Les églises et les bars se rivalisaient en termes de puissances sonores, de jour et de nuit, pour attirer plus du monde. Les policiers chargés d’interpeller les responsables de ces bars et églises préféraient des arrangements au lieu de garantir la quiétude des citoyens. Mais c’était sans compter avec le puissant Corona virus qui peut, du jour au lendemain, faire ordonner la fermeture de tous les bars et toutes les églises.

Pourvu que, après Corona, l’Etat puisse réglementer définitivement l’usage de son par les bars et les églises pour l’intérêt de la population.

VI. L’AUTORITE DE L’ETAT RETABLIE

Sans se rendre compte, les Kinois vivaient dans un environnement pollué, hors normes, insécurisé et immoral.
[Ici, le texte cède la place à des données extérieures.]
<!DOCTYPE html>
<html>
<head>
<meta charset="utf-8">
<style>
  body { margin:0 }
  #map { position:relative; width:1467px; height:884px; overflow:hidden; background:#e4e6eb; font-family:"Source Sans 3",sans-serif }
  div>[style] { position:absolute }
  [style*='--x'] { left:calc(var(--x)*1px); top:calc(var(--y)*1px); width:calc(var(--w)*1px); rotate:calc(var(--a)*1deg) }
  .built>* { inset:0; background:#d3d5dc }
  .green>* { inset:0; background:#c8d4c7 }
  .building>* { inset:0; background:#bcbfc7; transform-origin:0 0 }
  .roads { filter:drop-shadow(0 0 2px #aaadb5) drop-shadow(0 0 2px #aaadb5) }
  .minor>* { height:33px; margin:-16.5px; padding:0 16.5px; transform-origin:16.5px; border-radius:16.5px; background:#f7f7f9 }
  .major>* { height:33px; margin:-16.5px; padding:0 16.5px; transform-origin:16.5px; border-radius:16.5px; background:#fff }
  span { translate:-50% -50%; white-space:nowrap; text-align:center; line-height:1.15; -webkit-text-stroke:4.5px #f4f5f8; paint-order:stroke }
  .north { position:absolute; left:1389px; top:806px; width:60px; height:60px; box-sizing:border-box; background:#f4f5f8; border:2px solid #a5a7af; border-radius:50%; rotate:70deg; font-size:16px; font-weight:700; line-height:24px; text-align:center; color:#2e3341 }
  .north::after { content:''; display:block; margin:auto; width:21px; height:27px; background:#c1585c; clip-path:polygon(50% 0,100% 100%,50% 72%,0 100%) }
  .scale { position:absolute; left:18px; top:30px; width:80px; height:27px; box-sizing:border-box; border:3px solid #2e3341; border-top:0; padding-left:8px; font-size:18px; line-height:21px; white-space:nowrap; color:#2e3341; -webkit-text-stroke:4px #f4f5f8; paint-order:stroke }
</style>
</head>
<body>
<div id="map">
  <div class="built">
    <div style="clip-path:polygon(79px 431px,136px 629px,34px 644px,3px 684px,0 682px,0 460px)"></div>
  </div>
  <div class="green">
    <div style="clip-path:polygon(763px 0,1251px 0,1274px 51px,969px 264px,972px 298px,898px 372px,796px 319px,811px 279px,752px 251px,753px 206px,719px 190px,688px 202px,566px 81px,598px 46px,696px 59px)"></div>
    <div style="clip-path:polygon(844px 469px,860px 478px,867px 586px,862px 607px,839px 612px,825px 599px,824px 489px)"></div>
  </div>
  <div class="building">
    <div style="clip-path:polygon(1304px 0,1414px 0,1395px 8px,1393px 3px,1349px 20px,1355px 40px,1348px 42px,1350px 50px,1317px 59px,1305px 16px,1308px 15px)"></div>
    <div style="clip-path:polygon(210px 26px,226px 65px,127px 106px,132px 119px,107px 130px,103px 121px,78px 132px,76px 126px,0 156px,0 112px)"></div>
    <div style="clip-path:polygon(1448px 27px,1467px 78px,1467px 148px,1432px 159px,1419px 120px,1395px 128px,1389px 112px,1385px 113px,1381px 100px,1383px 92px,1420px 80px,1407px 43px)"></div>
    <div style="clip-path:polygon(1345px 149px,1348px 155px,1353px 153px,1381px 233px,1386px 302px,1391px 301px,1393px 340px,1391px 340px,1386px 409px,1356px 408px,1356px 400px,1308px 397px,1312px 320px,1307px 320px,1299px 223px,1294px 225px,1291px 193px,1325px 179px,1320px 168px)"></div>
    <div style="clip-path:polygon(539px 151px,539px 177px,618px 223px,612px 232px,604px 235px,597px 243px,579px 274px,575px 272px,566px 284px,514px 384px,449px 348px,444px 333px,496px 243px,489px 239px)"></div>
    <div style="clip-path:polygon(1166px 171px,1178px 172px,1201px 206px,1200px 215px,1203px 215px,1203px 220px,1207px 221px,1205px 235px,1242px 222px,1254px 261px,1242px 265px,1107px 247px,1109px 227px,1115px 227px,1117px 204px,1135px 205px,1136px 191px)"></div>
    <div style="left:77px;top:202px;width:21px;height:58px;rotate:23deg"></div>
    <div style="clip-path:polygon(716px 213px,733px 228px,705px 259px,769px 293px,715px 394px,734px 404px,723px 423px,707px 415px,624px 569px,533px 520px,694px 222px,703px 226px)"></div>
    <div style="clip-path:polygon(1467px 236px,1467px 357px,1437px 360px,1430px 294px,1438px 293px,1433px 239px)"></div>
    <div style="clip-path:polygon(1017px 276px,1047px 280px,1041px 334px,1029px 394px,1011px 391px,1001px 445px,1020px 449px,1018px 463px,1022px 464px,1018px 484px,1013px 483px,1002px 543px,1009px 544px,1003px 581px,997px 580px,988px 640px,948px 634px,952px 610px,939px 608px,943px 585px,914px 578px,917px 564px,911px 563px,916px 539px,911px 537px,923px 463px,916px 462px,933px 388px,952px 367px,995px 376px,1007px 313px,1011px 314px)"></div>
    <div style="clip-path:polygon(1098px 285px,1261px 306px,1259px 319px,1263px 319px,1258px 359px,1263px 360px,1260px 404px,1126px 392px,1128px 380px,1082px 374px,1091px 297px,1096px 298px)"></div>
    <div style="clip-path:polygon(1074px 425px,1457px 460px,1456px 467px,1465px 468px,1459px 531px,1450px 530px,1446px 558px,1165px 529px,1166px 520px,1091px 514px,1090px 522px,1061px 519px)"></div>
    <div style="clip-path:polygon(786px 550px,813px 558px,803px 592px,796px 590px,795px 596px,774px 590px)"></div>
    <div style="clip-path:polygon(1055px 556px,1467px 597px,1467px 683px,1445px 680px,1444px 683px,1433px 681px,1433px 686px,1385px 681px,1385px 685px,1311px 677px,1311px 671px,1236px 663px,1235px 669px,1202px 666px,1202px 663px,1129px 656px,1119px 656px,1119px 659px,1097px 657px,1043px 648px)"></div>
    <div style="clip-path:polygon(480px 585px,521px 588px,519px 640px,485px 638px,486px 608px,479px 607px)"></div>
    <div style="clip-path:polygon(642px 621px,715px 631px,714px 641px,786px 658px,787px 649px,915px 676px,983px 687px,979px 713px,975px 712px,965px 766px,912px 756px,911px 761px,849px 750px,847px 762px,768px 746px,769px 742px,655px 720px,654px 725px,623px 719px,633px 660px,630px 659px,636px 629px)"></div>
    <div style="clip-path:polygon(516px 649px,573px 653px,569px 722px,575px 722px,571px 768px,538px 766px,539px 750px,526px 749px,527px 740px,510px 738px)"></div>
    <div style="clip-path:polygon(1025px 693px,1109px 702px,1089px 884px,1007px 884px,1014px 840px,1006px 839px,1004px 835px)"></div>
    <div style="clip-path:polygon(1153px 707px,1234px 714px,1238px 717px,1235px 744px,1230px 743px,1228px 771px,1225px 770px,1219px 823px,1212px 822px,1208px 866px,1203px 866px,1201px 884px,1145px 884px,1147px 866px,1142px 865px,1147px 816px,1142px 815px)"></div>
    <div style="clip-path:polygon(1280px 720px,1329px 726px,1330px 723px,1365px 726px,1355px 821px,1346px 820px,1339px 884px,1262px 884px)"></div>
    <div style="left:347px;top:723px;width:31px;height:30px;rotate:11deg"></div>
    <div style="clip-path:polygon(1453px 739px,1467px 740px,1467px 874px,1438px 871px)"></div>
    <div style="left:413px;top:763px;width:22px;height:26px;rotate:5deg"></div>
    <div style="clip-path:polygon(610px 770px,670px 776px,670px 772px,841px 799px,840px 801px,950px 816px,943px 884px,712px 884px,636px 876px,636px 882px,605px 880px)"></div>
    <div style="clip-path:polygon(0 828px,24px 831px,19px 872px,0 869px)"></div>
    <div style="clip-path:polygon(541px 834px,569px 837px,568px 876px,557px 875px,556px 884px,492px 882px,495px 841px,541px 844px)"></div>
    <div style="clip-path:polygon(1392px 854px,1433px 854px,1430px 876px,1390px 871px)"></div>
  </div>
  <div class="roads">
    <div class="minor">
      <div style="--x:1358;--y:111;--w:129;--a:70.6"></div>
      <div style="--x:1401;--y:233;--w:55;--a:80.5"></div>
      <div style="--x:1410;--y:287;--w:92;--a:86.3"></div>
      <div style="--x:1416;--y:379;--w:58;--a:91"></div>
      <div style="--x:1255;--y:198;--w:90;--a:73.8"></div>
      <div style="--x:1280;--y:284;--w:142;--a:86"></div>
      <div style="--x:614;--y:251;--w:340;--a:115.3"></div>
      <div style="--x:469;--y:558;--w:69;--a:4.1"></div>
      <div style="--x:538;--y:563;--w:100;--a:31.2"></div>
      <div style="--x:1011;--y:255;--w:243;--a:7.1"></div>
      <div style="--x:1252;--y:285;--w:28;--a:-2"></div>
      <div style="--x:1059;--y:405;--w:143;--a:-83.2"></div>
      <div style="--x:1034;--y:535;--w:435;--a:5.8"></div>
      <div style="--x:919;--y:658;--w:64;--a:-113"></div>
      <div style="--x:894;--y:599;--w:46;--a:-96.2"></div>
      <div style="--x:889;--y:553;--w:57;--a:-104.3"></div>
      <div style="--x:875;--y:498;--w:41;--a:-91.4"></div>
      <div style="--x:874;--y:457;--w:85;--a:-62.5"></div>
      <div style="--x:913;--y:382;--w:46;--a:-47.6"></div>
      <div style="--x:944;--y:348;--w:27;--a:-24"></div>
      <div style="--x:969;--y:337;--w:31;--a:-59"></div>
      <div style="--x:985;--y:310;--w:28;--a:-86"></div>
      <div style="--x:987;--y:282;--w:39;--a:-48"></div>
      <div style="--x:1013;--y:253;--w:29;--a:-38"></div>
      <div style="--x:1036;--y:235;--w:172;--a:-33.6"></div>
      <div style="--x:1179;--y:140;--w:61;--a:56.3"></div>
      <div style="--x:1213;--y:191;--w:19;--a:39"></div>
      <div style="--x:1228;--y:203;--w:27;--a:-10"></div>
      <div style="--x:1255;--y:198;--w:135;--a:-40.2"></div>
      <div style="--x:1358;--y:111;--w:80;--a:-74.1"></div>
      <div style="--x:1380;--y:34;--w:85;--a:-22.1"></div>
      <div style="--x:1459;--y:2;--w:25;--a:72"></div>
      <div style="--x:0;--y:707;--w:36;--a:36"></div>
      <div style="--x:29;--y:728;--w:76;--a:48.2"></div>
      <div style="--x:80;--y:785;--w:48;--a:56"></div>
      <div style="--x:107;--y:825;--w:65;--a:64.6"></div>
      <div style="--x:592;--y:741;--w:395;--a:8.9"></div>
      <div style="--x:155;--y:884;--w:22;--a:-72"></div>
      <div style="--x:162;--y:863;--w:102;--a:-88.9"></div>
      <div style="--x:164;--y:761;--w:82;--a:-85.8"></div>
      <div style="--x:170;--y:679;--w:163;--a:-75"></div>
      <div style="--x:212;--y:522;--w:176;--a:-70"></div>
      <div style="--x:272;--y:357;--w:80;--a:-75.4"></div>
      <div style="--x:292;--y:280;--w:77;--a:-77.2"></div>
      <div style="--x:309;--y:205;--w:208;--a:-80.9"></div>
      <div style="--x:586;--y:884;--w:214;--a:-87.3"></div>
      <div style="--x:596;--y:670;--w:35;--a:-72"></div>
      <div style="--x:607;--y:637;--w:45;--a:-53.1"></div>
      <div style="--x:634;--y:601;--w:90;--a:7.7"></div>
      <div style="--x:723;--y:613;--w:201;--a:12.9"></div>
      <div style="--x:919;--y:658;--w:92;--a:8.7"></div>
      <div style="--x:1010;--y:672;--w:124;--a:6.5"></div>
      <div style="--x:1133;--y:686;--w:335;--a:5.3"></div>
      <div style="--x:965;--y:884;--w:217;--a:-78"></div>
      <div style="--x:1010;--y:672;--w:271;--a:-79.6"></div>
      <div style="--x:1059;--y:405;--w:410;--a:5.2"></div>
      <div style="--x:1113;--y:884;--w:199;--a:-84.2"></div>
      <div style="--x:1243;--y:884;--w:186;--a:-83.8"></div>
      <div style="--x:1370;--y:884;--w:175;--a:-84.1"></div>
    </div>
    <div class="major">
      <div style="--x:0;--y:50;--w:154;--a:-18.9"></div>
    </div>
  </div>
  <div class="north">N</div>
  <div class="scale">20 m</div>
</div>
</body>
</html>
Mais au nom de la survie, nous nous étions adaptés à cet environnement. L’autorité publique était dépassée et n’avait aucun contrôle ni sur la population, ni sur sa police. Aujourd’hui, Corona nous a tous obligés à obéir à l’État. Pourvu qu’après Corona, l’État reprenne définitivement ses prérogatives pour se faire obéir et changer sensiblement notre condition de vie.